**ABOUT THIS EXERCISE**
Transcribe, exactly and without pictures, the lines below from the line with "Annotate the map screen: name" to the line with "Detect all street", both ends included, and no others.

Stored data

+--

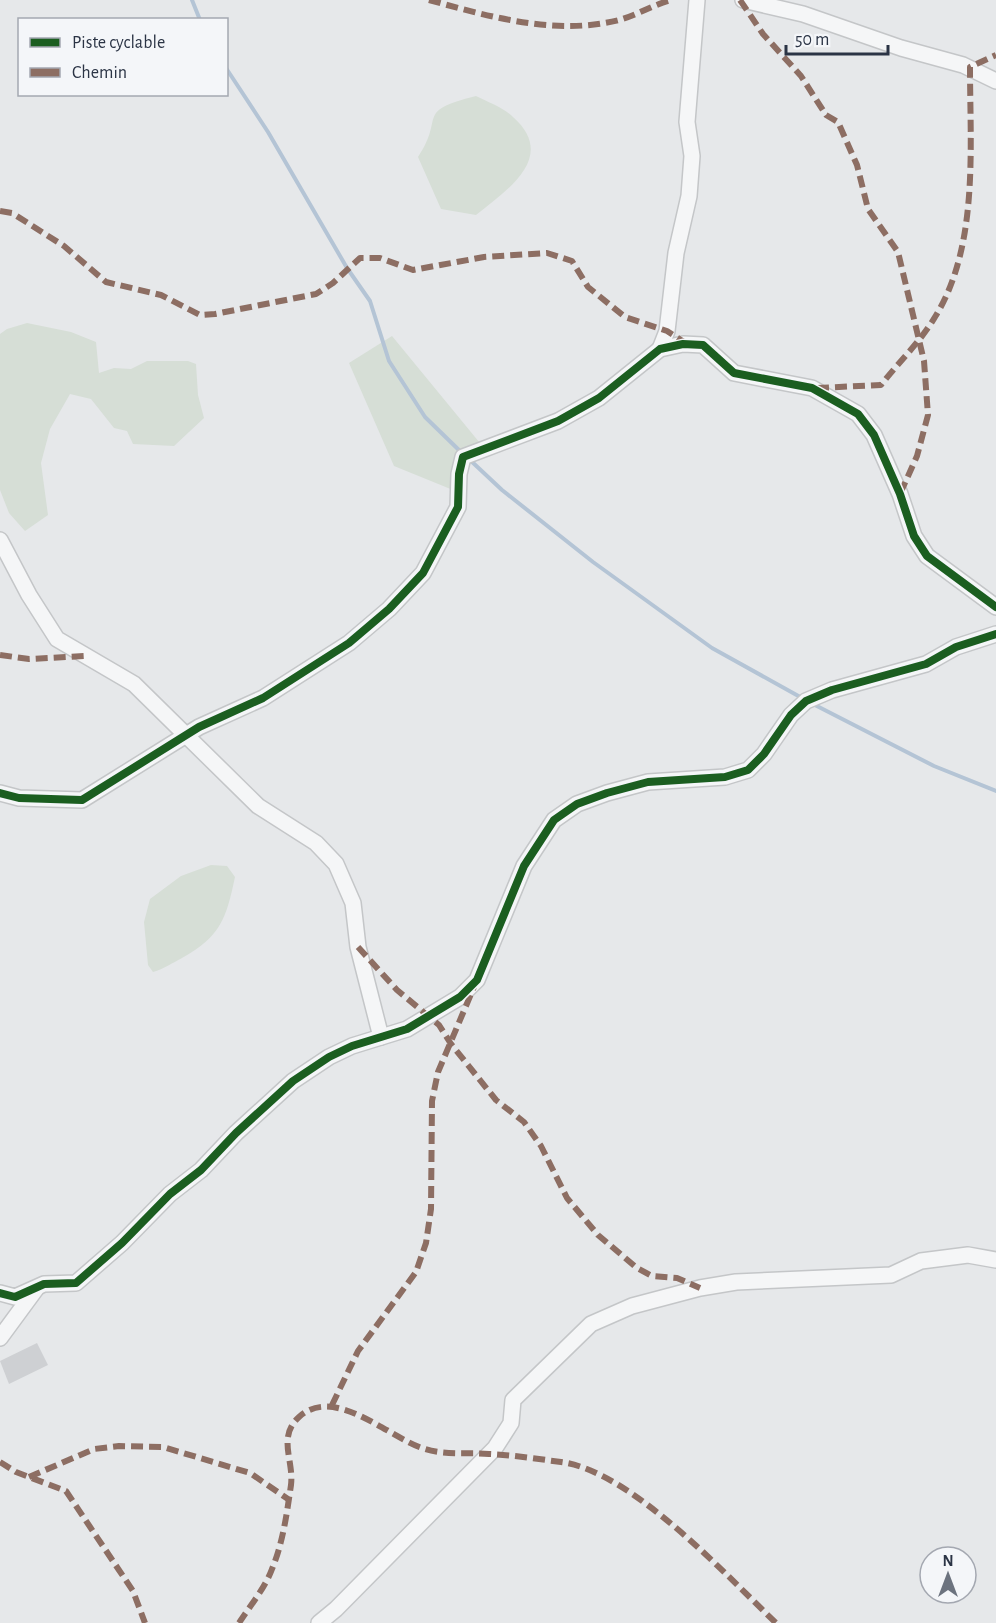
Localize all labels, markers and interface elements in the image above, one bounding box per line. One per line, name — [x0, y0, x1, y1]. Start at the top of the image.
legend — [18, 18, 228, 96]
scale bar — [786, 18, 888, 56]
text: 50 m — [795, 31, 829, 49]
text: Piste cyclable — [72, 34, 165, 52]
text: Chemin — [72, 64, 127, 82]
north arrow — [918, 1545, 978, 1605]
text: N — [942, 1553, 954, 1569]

+--

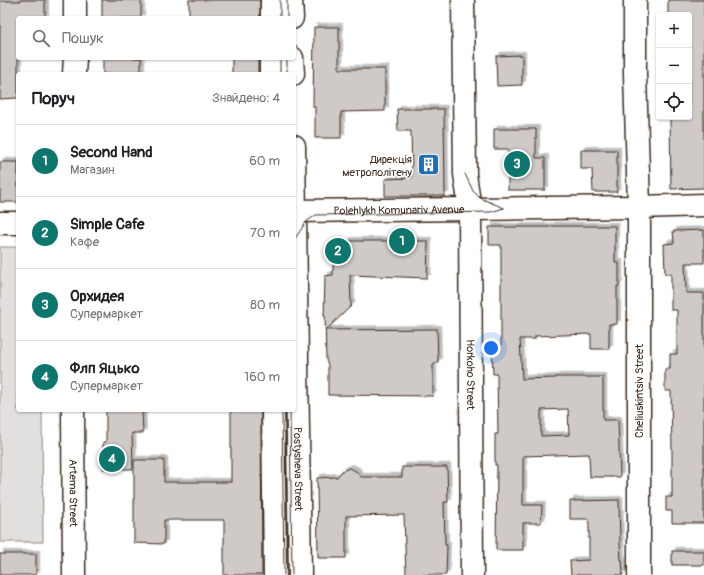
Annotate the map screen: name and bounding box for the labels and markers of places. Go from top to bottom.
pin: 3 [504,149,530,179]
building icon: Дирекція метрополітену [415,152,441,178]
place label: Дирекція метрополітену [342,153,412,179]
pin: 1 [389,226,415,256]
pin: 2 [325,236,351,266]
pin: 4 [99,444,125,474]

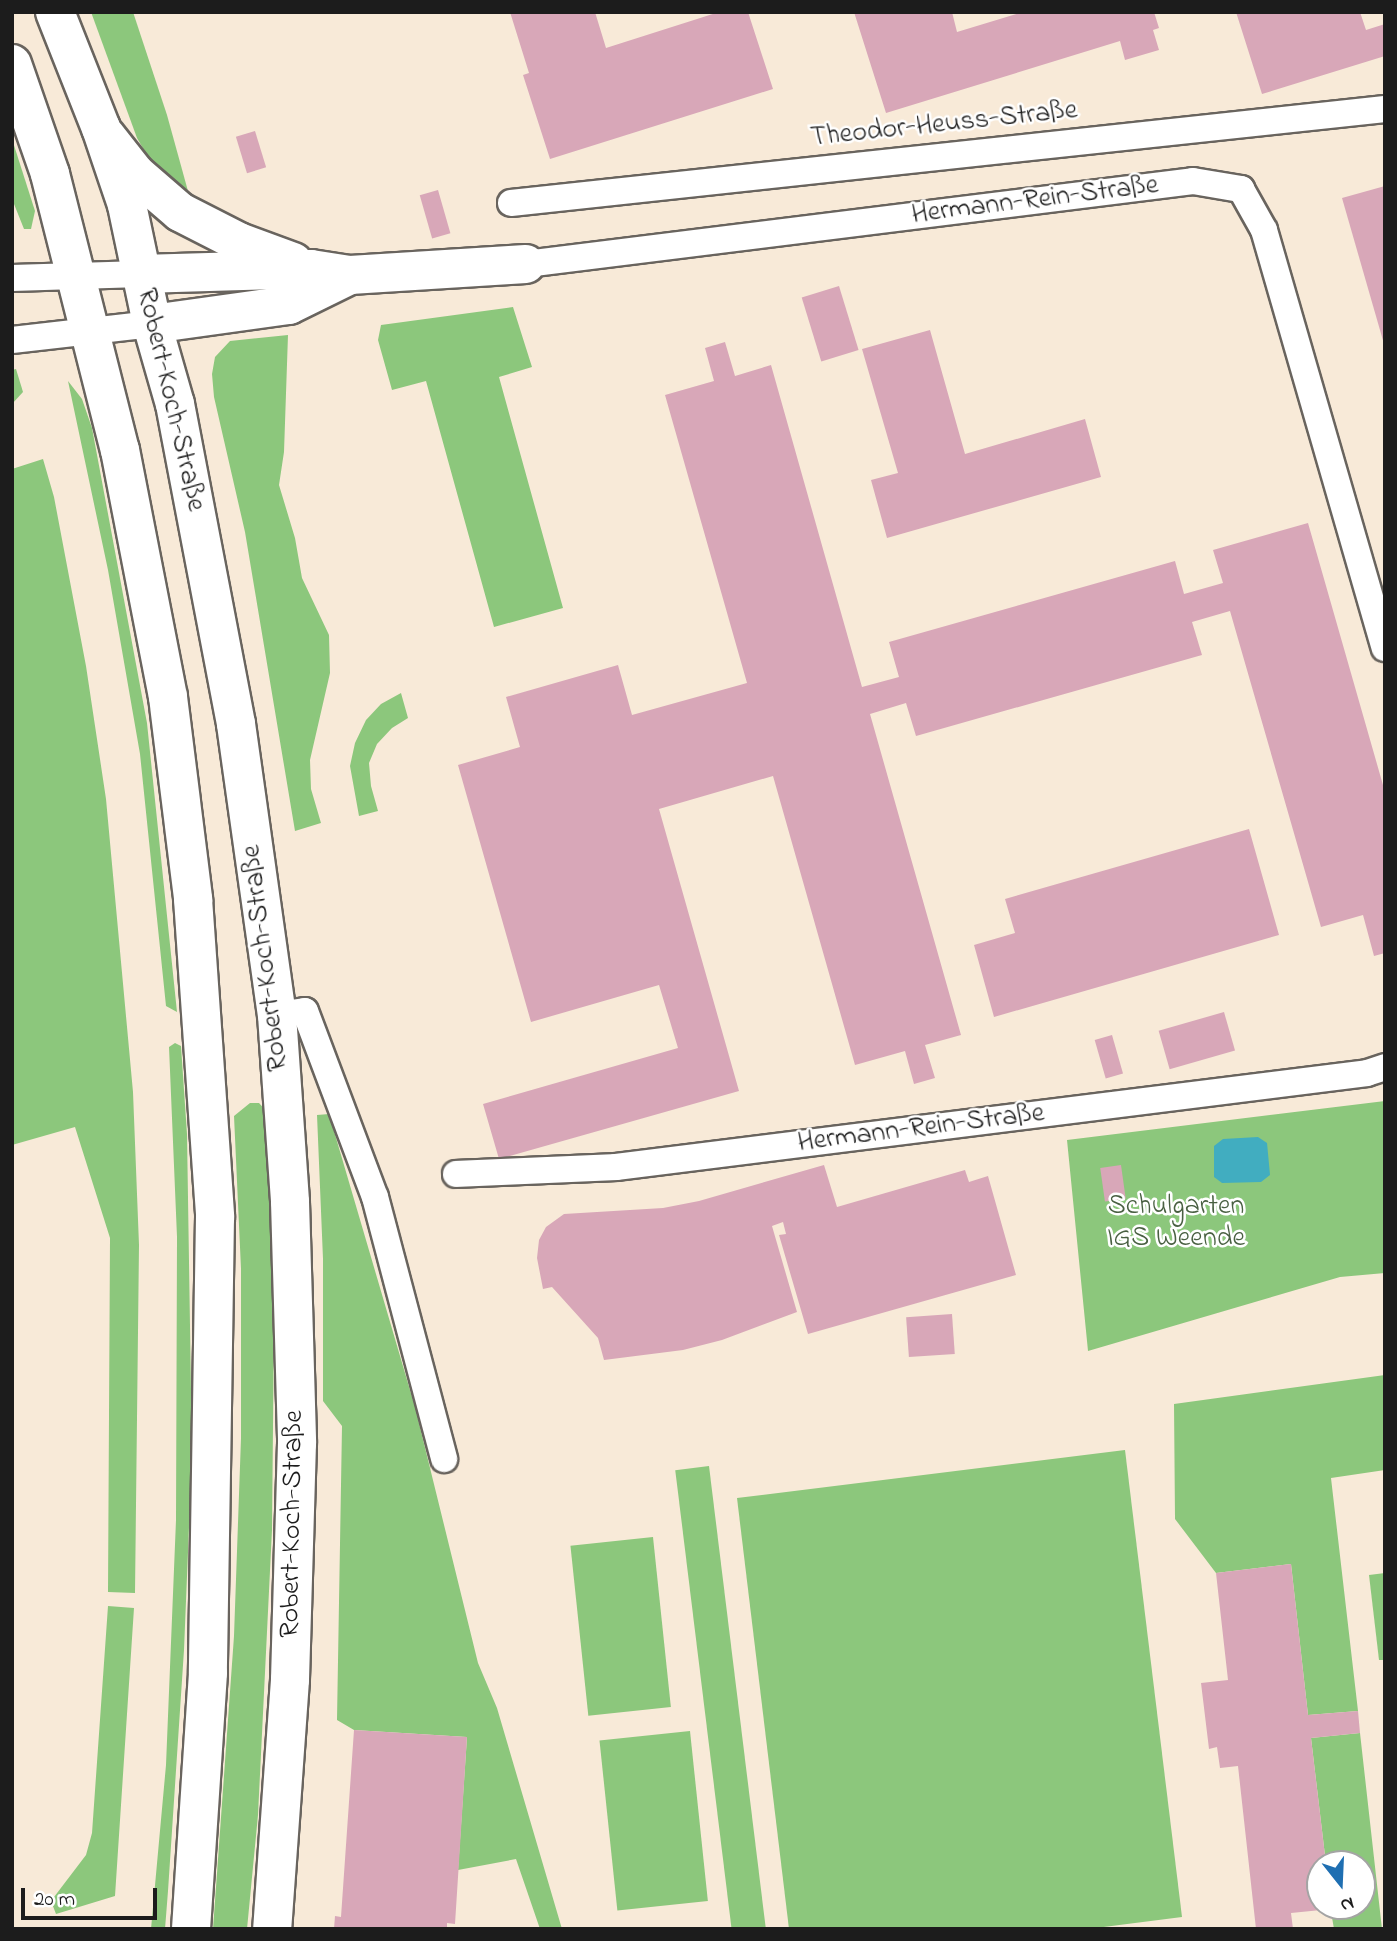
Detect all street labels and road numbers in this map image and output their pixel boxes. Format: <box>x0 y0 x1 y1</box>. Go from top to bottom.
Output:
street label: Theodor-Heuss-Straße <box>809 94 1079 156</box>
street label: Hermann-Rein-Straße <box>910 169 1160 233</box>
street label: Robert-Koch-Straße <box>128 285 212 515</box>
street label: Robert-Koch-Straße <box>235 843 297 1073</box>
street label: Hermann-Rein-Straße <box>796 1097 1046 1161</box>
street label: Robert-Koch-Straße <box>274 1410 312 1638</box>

+--

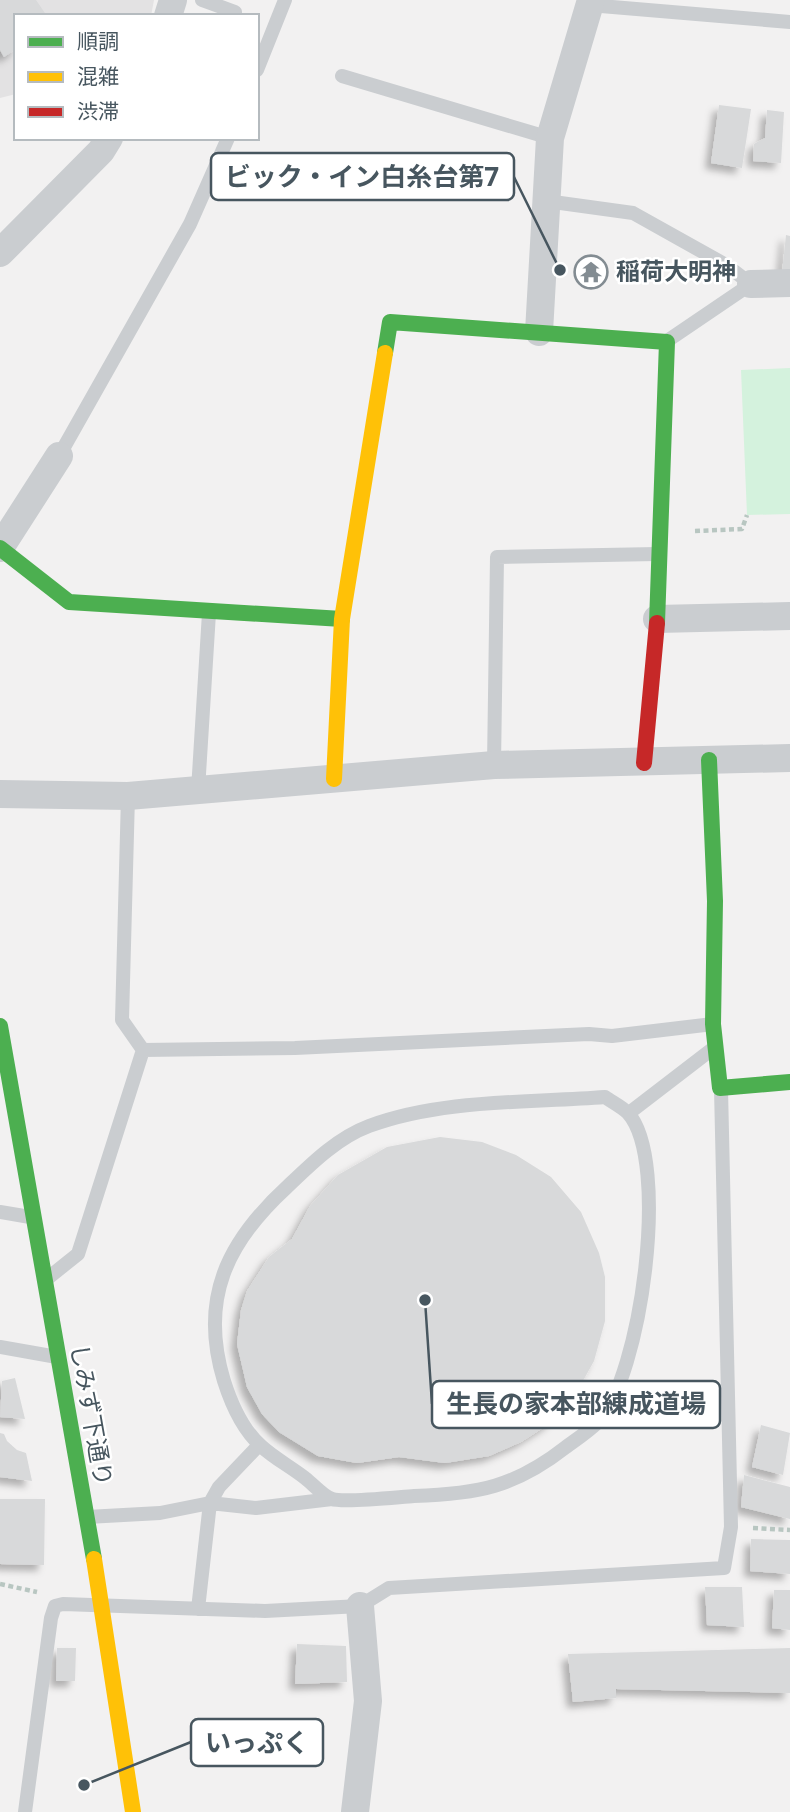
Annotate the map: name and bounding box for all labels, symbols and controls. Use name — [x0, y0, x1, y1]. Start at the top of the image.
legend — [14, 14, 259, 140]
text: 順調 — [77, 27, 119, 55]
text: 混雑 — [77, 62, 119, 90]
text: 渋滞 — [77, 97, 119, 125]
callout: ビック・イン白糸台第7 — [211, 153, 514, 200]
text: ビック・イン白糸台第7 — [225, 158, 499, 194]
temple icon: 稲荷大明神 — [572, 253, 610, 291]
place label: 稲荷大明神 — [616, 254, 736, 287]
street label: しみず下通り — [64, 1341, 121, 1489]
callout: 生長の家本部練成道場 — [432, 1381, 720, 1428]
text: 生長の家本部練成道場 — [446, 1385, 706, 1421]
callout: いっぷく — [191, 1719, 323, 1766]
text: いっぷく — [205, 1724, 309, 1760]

+--

**ANSWER TO THE EXERCISE**
Annotate the map screen: name and bounding box for the labels and markers of places. Go from top to bottom.
pin: 3 [504,149,530,179]
building icon: Дирекція метрополітену [415,152,441,178]
place label: Дирекція метрополітену [342,153,412,179]
pin: 1 [389,226,415,256]
pin: 2 [325,236,351,266]
pin: 4 [99,444,125,474]

Detect all street labels and road numbers in this map image and output their pixel boxes. Format: <box>x0 y0 x1 y1</box>. Go from top to bottom.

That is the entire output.